Various miRNAs play critical roles in the development and progression of solid tumors. In this study, we describe the role of miR-204-5p in limiting growth and progression of breast cancer. In breast cancer tissues, miR-204-5p was significantly downregulated compared with normal breast tissues, and its expression levels were associated with increased survival outcome in patients with breast cancer. Overexpression of miR-204-5p inhibited viability, proliferation, and migration capacity in human and murine breast cancer cells. In addition, miR-204-5p overexpression resulted in a significant alteration in metabolic properties of cancer cells and suppression of tumor growth and metastasis in mouse breast cancer models. The association between miR-204-5p expression and clinical outcomes of patients with breast cancer showed a nonlinear pattern that was reproduced in experimental assays of cancer cell behavior and metastatic capacities.
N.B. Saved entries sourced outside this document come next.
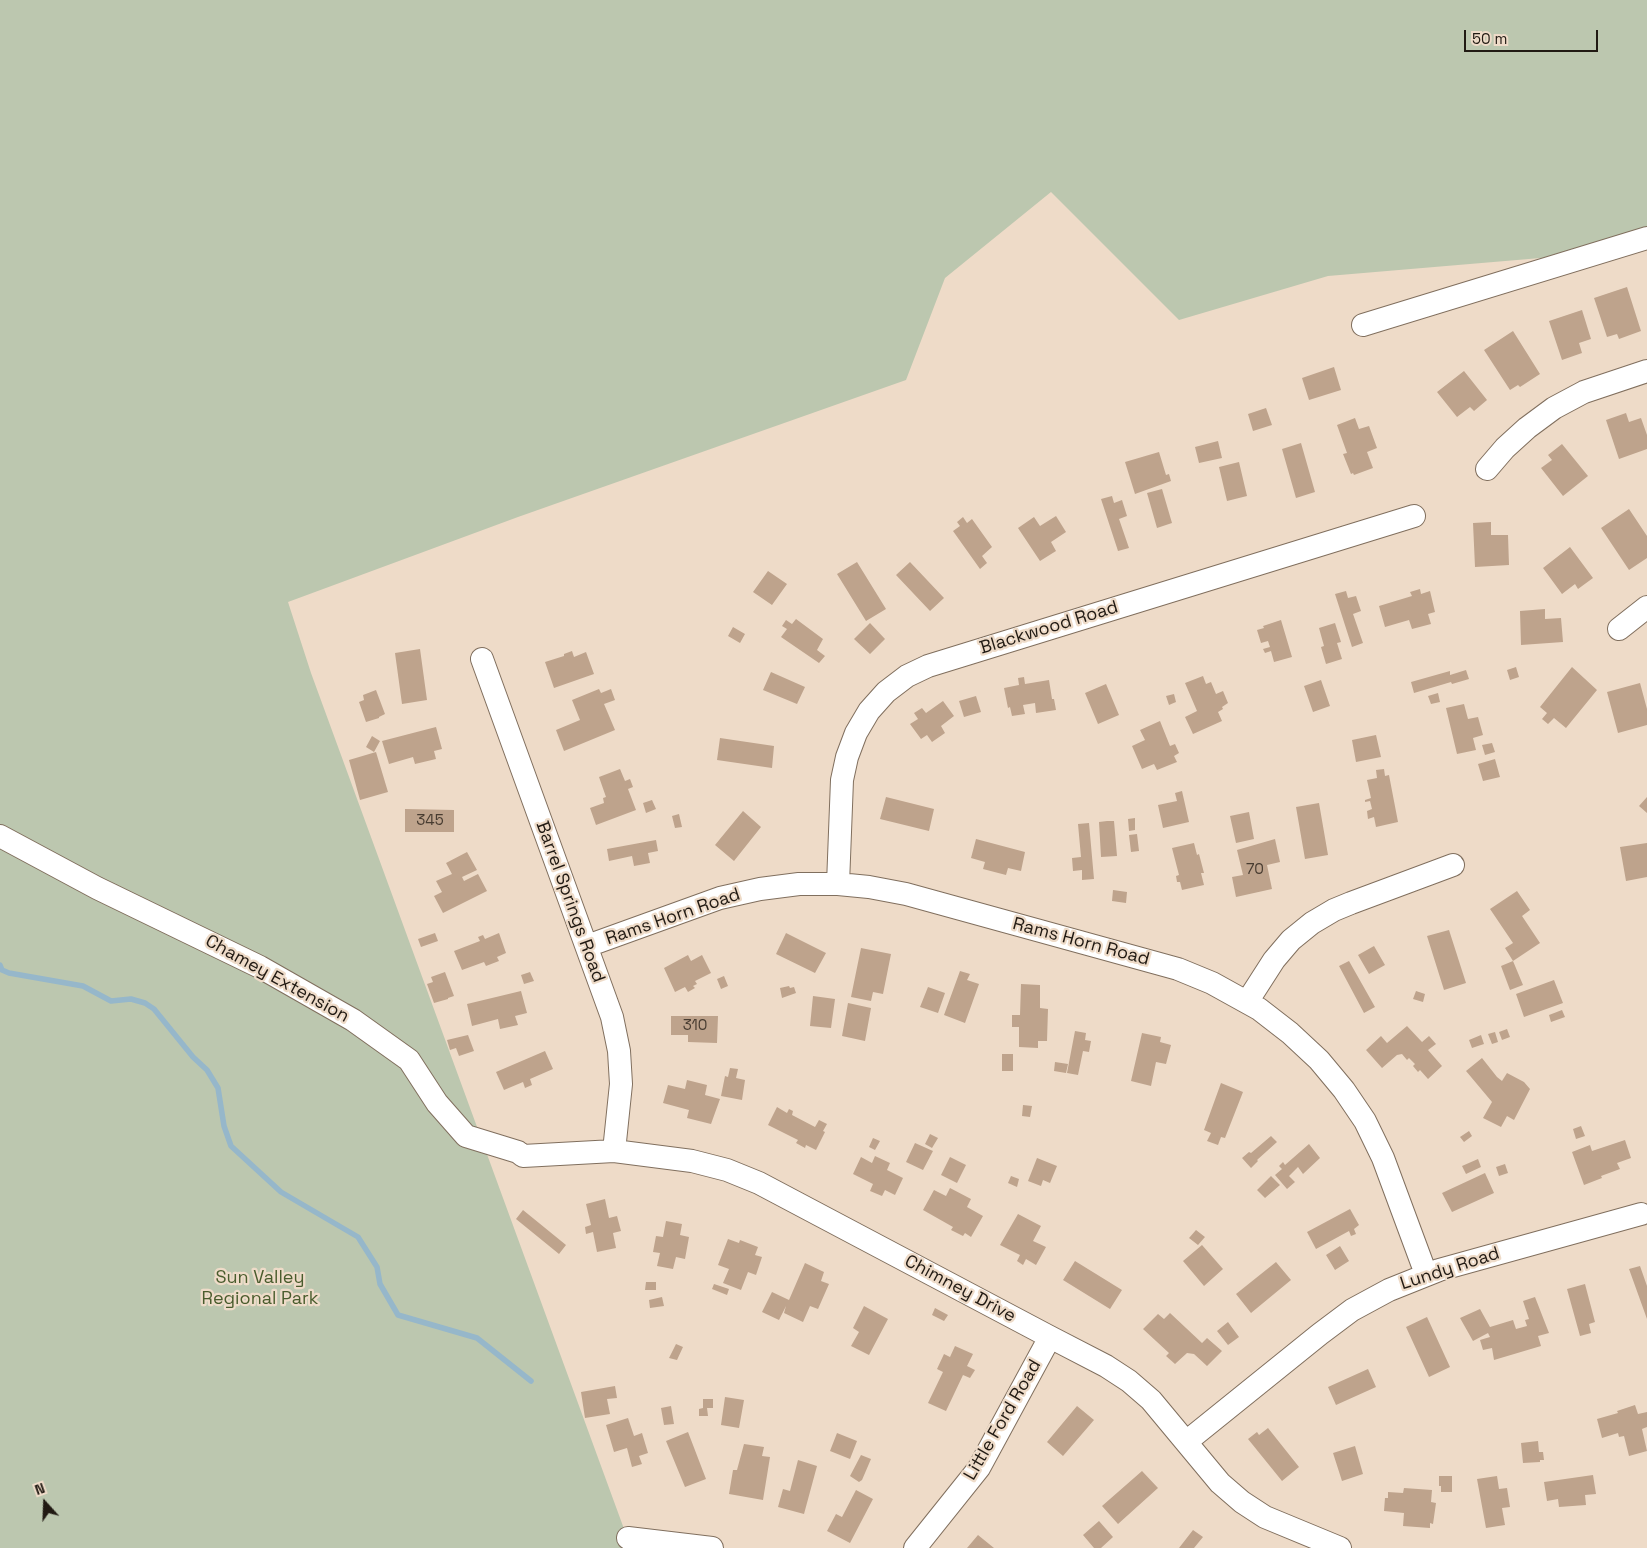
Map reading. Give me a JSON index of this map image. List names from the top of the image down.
{
  "streets": {
    "street": [
      "Blackwood Road",
      "Barrel Springs Road",
      "Rams Horn Road",
      "Chamey Extension",
      "Lundy Road",
      "Chimney Drive",
      "Little Ford Road"
    ]
  },
  "crossings": [
    ["Blackwood Road", "Rams Horn Road"],
    ["Barrel Springs Road", "Rams Horn Road"],
    ["Barrel Springs Road", "Chimney Drive"],
    ["Rams Horn Road", "Lundy Road"],
    ["Chamey Extension", "Chimney Drive"],
    ["Lundy Road", "Chimney Drive"],
    ["Chimney Drive", "Little Ford Road"]
  ],
  "parks": ["Sun Valley Regional Park"],
  "house_numbers": ["345", "70", "310"],
  "scale_bar": "50 m",
  "north": "top"
}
Transcriptome and proteomic analysis revealed that various cancer-related pathways including PI3K/Akt and tumor-immune interactions were significantly associated with miR-204-5p expression. PIK3CB, a major regulator of PI3K/Akt pathway, was a direct target for miR-204-5p, and the association between PIK3CB-related PI3K/Akt signaling and miR-204-5p was most evident in the basal subtype. The sensitivity of breast cancer cells to various anticancer drugs including PIK3CB inhibitors was significantly affected by miR-204-5p expression. In addition, miR-204-5p regulated expression of key cytokines in tumor cells and reprogrammed the immune microenvironment by shifting myeloid and lymphocyte populations. These data demonstrate both cell-autonomous and non-cell-autonomous impacts of tumor suppressor miR-204-5p in breast cancer progression and metastasis. SIGNIFICANCE: This study demonstrates that regulation of PI3K/Akt signaling by miR-204-5p suppresses tumor metastasis and immune cell reprogramming in breast cancer.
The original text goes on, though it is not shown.